#### Material provided:
***
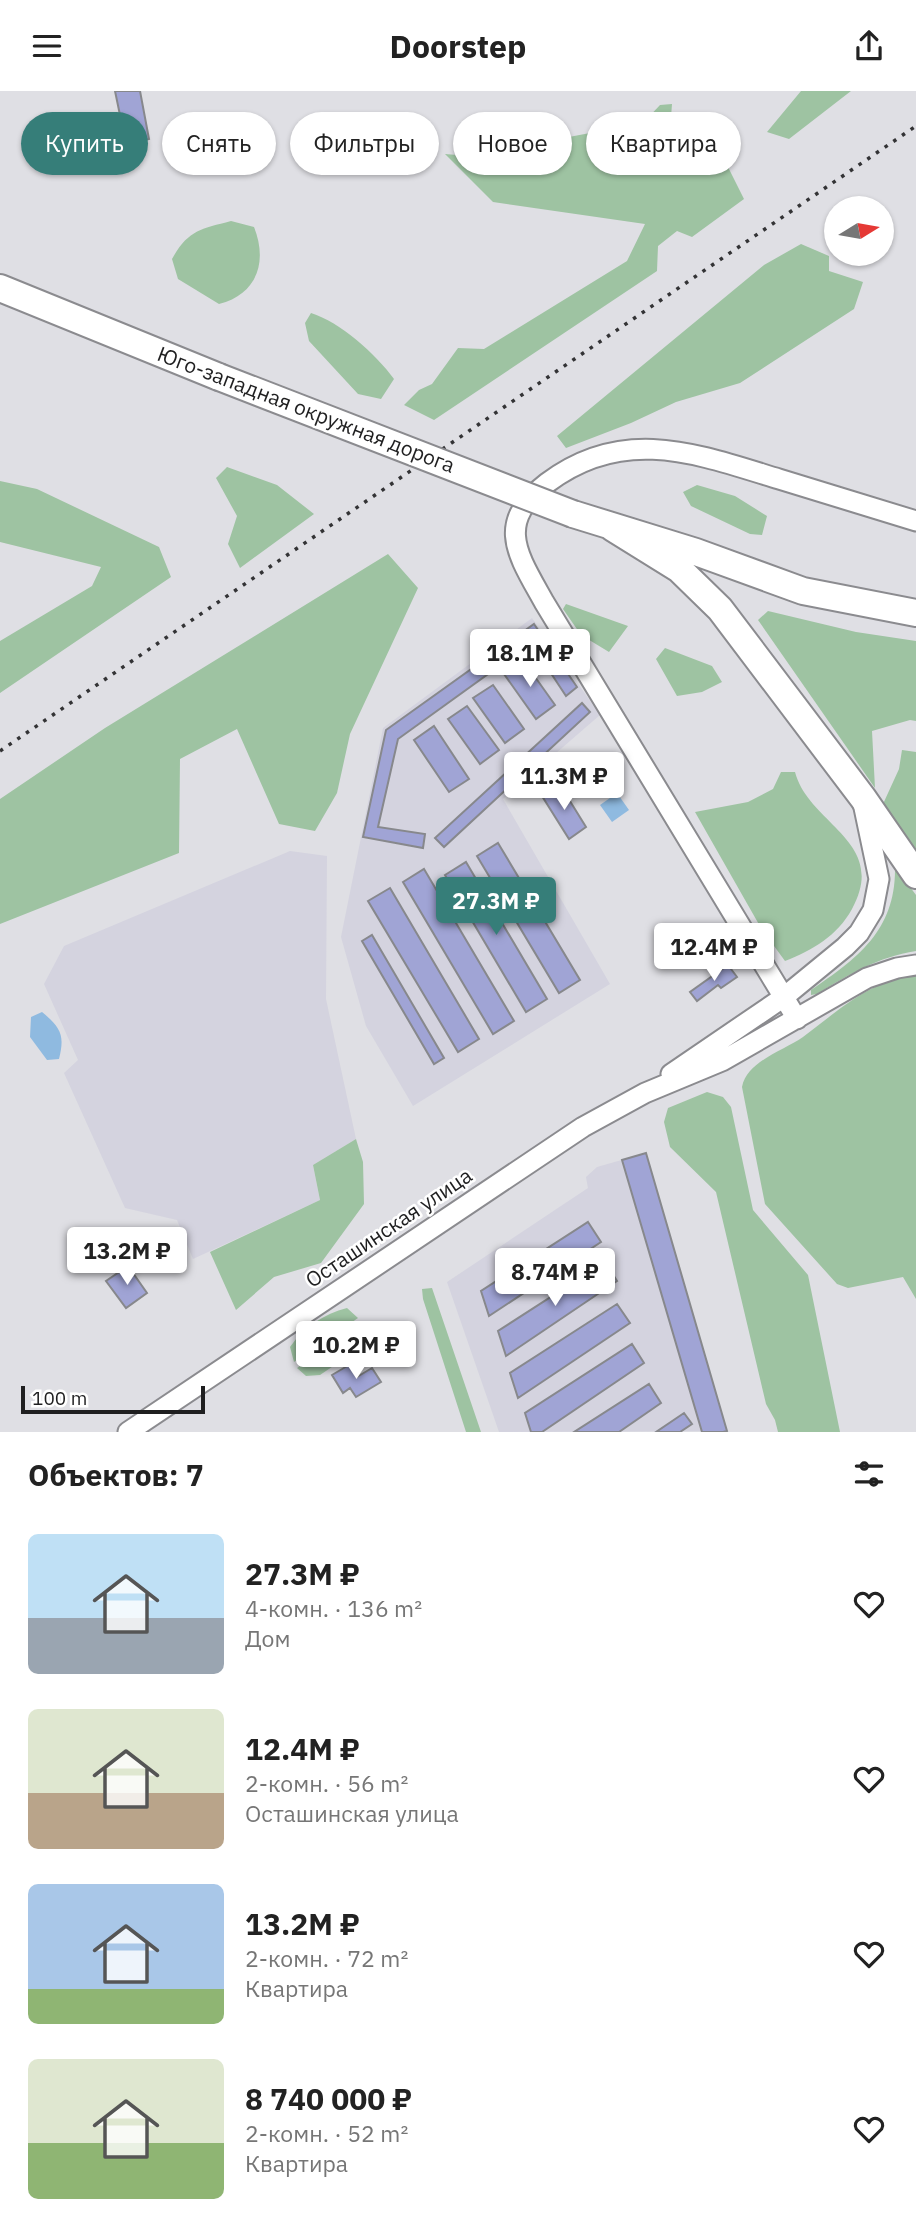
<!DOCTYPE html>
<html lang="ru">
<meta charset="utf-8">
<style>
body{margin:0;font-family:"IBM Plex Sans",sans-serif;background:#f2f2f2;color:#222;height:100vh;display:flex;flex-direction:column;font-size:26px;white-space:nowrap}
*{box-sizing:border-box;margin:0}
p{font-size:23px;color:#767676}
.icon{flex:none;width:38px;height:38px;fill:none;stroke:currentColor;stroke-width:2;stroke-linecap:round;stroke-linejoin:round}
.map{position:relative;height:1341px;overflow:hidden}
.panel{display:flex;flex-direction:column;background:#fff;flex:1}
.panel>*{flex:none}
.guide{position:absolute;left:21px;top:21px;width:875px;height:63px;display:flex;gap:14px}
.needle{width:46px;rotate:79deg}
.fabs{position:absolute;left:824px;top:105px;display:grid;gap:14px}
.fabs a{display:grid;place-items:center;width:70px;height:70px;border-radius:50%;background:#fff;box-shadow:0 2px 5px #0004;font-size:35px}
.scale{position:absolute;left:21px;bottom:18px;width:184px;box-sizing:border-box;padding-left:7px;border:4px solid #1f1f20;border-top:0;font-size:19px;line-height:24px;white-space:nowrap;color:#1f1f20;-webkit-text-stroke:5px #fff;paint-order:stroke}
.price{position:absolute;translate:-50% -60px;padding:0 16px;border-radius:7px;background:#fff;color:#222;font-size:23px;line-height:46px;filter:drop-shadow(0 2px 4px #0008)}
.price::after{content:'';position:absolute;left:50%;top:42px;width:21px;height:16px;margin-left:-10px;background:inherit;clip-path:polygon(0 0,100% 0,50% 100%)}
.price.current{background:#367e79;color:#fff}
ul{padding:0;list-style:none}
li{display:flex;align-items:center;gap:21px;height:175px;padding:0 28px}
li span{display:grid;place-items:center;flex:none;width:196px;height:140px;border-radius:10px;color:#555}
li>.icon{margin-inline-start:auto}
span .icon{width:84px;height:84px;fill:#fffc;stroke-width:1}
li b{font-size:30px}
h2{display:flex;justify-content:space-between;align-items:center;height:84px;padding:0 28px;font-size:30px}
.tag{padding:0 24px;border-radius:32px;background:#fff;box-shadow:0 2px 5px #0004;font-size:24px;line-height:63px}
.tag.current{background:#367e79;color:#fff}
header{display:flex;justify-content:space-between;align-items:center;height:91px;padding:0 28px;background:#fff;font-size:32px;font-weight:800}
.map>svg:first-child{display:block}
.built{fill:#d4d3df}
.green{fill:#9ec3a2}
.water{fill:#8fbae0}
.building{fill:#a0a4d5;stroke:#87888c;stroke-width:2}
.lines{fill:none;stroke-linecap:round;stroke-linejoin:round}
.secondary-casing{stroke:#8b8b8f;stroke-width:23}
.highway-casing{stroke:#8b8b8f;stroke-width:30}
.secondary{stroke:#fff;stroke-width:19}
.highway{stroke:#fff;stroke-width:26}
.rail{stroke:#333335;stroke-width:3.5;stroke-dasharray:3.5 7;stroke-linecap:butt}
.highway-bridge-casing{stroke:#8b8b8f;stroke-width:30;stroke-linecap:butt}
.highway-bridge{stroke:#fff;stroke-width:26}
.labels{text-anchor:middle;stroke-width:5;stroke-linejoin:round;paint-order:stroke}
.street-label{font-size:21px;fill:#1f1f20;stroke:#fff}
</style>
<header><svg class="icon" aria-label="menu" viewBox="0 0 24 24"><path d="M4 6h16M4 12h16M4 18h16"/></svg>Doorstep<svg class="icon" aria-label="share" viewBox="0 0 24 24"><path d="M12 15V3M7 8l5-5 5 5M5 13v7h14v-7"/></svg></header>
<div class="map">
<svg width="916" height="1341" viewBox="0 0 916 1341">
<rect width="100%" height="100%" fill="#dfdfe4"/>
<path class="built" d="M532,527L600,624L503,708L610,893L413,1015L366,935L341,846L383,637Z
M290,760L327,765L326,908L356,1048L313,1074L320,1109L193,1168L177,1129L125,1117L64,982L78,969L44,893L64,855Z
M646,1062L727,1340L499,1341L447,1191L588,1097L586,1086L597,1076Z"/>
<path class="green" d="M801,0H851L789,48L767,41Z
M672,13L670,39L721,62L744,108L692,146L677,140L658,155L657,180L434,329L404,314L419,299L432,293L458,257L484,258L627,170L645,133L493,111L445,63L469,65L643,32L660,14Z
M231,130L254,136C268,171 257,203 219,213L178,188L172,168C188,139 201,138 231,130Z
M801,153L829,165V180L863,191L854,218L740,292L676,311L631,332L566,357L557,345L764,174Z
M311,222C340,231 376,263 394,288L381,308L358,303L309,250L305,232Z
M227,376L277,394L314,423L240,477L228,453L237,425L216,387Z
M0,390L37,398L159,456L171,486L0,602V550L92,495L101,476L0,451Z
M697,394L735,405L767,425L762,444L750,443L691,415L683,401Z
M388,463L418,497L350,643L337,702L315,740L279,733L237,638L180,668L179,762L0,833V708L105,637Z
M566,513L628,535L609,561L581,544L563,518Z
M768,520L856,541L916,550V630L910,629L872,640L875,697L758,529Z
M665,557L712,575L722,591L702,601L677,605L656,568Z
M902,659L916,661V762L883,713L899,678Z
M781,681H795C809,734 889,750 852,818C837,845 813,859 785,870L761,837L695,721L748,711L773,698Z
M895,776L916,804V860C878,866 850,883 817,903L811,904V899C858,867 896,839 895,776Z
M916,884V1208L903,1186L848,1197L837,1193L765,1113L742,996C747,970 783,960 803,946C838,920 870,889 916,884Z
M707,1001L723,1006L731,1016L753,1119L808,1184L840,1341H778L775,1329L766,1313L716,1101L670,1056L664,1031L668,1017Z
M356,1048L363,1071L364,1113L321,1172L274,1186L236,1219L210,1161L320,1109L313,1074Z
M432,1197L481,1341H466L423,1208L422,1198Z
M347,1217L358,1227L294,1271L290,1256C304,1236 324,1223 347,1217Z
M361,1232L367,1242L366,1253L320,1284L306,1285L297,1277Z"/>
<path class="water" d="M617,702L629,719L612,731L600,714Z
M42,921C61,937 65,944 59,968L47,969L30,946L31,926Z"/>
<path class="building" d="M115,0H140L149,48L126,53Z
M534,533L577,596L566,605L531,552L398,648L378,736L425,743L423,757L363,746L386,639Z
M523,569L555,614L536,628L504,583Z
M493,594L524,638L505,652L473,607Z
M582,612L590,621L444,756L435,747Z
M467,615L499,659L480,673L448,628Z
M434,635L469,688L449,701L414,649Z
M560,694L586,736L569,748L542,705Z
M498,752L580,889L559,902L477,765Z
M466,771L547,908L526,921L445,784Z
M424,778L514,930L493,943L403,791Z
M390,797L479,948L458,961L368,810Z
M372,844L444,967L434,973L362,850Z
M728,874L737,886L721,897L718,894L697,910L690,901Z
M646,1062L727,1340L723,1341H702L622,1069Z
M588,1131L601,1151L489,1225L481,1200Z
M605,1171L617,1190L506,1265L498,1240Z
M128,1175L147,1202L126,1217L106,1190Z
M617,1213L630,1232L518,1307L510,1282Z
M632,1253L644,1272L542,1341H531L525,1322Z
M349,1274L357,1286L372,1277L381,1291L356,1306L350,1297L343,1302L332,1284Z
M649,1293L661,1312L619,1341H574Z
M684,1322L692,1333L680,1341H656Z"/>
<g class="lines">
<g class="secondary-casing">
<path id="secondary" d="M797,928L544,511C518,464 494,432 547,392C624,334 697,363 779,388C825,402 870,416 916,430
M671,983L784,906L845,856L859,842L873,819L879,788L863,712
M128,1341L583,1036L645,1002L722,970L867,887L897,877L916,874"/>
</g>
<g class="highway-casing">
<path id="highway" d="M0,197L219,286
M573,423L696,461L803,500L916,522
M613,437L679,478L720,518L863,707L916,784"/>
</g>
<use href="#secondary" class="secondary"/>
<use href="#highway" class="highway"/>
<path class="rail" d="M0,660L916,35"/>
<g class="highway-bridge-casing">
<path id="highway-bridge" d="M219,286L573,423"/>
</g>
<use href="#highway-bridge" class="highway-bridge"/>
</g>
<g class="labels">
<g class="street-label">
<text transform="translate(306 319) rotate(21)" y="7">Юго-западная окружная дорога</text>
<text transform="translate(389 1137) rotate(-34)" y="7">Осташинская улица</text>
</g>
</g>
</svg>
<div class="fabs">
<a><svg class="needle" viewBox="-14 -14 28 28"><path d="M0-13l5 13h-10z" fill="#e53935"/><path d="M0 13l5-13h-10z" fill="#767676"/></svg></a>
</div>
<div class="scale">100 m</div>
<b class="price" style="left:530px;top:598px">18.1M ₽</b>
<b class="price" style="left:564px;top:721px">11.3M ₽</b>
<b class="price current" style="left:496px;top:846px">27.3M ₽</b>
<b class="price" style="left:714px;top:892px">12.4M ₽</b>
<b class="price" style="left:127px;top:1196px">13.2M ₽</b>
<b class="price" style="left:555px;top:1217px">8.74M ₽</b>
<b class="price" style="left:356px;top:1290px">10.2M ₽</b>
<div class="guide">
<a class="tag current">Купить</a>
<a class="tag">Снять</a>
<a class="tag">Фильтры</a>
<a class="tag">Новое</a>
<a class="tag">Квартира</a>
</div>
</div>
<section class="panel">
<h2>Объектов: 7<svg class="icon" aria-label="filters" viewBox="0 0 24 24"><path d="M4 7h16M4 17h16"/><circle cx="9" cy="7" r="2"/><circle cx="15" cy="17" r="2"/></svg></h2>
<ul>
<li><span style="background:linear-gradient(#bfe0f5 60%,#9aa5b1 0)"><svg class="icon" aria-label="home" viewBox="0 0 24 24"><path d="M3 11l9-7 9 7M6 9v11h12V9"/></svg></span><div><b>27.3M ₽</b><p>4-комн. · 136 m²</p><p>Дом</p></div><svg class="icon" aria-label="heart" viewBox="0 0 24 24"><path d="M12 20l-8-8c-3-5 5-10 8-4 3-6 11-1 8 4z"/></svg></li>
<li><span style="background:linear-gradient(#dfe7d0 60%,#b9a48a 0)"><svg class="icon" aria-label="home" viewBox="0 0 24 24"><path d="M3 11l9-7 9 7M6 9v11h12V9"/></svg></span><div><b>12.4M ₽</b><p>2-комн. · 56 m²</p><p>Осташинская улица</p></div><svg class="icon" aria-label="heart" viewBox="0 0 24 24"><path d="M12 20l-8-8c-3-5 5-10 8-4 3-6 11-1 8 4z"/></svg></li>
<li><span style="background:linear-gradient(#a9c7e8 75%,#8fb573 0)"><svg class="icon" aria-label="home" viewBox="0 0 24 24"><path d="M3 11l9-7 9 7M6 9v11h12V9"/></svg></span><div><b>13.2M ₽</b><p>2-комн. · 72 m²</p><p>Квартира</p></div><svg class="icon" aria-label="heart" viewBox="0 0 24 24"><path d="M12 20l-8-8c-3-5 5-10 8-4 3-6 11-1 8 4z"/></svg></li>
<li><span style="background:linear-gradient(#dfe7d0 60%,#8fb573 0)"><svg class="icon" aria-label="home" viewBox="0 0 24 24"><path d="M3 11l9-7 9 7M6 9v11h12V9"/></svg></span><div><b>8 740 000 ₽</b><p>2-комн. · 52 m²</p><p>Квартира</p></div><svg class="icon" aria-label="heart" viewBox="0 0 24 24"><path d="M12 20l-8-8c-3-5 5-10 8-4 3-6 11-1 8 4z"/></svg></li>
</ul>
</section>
***
#### Exercise directions:
Which lines above hold the string "sizing"? Please copy all of them.

#### Solution to this problem:
*{box-sizing:border-box;margin:0}
.scale{position:absolute;left:21px;bottom:18px;width:184px;box-sizing:border-box;padding-left:7px;border:4px solid #1f1f20;border-top:0;font-size:19px;line-height:24px;white-space:nowrap;color:#1f1f20;-webkit-text-stroke:5px #fff;paint-order:stroke}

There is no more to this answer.